- _Exercise_: Reproduce precisely the lines of the listing below, starting with the line that contains "position:absolute; width:55px; margin:-28px;" and stopping after the line that contains "display:block; font-size:35px; line-height:42px"; include nothing else.

Start of Source material

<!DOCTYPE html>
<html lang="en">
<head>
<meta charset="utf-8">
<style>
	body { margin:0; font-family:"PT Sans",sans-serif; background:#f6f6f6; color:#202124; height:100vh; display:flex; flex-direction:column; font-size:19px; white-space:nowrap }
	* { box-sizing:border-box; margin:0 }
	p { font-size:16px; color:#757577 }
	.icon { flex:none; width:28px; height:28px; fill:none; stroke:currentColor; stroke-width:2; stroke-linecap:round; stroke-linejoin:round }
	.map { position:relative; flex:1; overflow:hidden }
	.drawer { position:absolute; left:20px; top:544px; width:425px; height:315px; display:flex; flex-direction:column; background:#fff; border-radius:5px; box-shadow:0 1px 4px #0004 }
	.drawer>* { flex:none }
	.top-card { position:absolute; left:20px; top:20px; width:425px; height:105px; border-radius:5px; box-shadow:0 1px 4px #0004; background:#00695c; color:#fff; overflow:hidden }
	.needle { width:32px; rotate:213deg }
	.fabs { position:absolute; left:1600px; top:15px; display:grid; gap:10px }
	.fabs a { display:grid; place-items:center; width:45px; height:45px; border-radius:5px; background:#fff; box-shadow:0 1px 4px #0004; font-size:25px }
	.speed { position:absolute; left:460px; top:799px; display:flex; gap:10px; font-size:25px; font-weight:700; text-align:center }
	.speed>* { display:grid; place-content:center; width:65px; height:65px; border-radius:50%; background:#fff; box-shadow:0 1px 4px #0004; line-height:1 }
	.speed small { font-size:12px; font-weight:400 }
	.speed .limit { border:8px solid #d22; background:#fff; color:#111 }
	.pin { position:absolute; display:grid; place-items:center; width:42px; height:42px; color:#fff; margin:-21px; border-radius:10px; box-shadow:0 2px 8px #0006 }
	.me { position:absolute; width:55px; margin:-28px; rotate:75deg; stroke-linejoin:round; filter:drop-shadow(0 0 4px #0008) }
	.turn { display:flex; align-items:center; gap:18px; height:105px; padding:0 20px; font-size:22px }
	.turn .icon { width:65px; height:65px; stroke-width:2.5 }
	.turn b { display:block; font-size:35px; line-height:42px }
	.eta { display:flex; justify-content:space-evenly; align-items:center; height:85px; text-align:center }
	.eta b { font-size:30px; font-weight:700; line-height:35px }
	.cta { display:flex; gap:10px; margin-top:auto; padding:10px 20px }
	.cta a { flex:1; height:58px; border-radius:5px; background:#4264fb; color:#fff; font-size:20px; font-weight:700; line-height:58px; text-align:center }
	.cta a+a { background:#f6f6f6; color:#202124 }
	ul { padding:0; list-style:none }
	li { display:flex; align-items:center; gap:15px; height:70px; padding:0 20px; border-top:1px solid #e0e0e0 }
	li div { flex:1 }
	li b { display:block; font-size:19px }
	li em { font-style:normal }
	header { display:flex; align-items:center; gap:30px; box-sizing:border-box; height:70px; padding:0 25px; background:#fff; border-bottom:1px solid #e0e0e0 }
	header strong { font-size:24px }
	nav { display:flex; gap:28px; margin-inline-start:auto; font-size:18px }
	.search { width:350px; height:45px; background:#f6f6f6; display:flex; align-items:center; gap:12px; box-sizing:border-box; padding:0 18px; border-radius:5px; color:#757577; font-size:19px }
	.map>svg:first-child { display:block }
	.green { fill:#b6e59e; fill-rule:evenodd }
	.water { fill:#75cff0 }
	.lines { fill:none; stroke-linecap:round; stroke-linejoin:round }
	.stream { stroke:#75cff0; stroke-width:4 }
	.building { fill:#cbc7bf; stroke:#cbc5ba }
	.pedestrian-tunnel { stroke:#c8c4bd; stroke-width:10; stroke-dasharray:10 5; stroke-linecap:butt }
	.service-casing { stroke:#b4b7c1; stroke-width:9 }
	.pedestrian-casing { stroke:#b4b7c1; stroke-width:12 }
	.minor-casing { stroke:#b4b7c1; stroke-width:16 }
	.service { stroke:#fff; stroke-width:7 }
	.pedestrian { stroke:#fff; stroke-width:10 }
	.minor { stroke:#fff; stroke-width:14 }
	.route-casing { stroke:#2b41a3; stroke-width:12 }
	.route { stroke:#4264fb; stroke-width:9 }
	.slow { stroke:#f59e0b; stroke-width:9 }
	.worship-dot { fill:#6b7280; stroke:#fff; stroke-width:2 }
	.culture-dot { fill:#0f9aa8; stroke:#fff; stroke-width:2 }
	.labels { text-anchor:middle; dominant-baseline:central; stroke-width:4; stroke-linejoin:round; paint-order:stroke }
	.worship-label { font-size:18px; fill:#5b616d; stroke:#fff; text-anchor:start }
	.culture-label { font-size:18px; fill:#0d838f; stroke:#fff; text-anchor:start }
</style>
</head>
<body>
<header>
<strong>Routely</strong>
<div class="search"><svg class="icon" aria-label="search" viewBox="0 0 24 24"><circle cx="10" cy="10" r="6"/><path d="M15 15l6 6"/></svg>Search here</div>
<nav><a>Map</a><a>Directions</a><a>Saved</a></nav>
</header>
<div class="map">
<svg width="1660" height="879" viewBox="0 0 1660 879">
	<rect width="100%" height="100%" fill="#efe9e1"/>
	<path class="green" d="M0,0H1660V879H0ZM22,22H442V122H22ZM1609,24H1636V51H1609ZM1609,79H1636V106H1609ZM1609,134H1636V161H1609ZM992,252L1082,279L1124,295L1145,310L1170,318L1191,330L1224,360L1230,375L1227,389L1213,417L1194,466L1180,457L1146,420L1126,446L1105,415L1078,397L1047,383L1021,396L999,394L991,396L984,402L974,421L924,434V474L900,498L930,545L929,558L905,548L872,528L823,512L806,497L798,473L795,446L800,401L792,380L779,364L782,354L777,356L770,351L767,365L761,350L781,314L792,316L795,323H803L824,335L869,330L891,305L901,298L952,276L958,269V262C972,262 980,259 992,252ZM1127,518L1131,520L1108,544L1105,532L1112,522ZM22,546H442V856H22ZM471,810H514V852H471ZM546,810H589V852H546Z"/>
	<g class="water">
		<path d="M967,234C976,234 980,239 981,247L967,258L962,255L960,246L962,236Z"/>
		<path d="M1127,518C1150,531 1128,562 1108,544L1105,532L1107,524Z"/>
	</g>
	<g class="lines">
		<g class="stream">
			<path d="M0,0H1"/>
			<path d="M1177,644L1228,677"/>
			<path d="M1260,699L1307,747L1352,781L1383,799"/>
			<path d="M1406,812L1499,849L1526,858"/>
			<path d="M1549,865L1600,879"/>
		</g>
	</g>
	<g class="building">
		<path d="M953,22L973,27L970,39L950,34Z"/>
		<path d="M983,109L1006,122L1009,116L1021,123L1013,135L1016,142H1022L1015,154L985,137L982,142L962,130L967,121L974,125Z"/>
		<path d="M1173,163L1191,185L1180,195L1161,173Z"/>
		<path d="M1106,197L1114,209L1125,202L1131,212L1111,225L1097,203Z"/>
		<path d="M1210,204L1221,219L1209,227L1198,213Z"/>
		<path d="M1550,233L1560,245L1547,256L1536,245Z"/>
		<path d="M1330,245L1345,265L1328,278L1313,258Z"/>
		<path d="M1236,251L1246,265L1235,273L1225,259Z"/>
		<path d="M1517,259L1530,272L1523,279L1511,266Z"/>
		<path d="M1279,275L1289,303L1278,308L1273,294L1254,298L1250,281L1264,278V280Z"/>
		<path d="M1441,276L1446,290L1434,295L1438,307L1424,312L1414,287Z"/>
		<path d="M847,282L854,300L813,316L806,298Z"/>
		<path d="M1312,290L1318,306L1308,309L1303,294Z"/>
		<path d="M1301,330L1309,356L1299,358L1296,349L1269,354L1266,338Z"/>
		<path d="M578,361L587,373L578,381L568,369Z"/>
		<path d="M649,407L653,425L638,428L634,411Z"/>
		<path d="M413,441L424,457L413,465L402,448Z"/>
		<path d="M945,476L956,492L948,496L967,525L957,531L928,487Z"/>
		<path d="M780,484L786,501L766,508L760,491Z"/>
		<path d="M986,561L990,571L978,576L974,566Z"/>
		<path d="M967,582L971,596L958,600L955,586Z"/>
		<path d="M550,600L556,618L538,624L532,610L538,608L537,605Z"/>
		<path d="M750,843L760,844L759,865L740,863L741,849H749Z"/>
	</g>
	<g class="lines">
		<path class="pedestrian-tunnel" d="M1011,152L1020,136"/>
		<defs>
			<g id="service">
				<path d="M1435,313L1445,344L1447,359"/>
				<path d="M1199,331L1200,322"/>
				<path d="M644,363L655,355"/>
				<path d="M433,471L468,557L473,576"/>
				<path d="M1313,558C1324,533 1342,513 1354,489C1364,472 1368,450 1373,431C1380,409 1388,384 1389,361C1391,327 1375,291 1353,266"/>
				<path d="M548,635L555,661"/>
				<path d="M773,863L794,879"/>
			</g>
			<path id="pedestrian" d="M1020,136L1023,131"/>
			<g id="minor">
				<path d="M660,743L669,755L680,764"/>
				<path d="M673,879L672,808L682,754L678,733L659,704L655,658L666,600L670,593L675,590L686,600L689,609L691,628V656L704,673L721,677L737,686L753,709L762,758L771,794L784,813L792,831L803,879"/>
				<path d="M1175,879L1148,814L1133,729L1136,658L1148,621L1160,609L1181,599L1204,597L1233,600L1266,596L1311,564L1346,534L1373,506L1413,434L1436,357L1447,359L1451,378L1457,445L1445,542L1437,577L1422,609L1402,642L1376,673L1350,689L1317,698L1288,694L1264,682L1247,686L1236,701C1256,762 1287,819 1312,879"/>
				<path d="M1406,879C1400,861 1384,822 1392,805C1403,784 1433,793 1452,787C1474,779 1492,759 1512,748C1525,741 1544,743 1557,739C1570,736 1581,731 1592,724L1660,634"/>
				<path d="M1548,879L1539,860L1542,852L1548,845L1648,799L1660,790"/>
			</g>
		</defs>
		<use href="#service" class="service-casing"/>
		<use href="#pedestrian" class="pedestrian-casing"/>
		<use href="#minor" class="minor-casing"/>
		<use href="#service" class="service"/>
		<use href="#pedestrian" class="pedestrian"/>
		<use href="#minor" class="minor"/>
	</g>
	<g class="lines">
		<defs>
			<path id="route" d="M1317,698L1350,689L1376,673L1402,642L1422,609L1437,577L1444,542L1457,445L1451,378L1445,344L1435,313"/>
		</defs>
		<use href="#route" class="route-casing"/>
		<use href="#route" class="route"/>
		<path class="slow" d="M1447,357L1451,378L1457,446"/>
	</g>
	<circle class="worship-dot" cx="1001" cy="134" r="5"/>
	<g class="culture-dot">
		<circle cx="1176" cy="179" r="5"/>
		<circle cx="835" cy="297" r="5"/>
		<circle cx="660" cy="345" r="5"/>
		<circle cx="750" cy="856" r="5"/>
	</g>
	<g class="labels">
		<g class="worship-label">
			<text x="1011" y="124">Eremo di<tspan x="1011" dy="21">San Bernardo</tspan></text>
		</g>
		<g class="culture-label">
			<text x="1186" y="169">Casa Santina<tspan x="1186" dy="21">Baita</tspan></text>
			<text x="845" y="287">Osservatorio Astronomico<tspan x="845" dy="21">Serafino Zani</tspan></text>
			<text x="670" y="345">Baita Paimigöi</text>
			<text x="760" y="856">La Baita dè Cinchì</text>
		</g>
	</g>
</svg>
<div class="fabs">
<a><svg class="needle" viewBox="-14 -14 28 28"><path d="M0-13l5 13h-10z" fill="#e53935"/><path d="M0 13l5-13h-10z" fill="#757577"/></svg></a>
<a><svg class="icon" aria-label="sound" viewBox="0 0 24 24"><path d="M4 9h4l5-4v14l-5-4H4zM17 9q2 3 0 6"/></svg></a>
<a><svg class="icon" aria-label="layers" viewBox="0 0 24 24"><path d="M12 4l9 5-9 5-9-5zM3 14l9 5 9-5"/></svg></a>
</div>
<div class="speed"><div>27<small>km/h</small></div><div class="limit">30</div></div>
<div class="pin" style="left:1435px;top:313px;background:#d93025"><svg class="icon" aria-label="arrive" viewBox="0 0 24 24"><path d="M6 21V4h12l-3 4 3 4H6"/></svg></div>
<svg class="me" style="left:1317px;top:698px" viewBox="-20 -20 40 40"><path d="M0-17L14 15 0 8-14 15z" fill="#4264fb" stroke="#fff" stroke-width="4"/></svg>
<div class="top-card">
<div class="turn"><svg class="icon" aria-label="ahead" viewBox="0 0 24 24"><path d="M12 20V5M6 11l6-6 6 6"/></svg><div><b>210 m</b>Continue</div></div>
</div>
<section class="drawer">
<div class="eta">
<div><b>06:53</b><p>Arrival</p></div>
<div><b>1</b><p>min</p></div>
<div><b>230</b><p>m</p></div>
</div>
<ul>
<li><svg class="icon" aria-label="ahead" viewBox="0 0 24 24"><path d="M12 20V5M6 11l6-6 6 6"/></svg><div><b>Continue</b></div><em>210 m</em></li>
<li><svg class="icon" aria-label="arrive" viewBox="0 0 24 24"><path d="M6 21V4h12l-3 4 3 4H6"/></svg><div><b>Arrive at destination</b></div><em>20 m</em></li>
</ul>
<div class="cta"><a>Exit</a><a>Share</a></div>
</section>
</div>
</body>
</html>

End of Source material

- _Exercise answer_:
	.me { position:absolute; width:55px; margin:-28px; rotate:75deg; stroke-linejoin:round; filter:drop-shadow(0 0 4px #0008) }
	.turn { display:flex; align-items:center; gap:18px; height:105px; padding:0 20px; font-size:22px }
	.turn .icon { width:65px; height:65px; stroke-width:2.5 }
	.turn b { display:block; font-size:35px; line-height:42px }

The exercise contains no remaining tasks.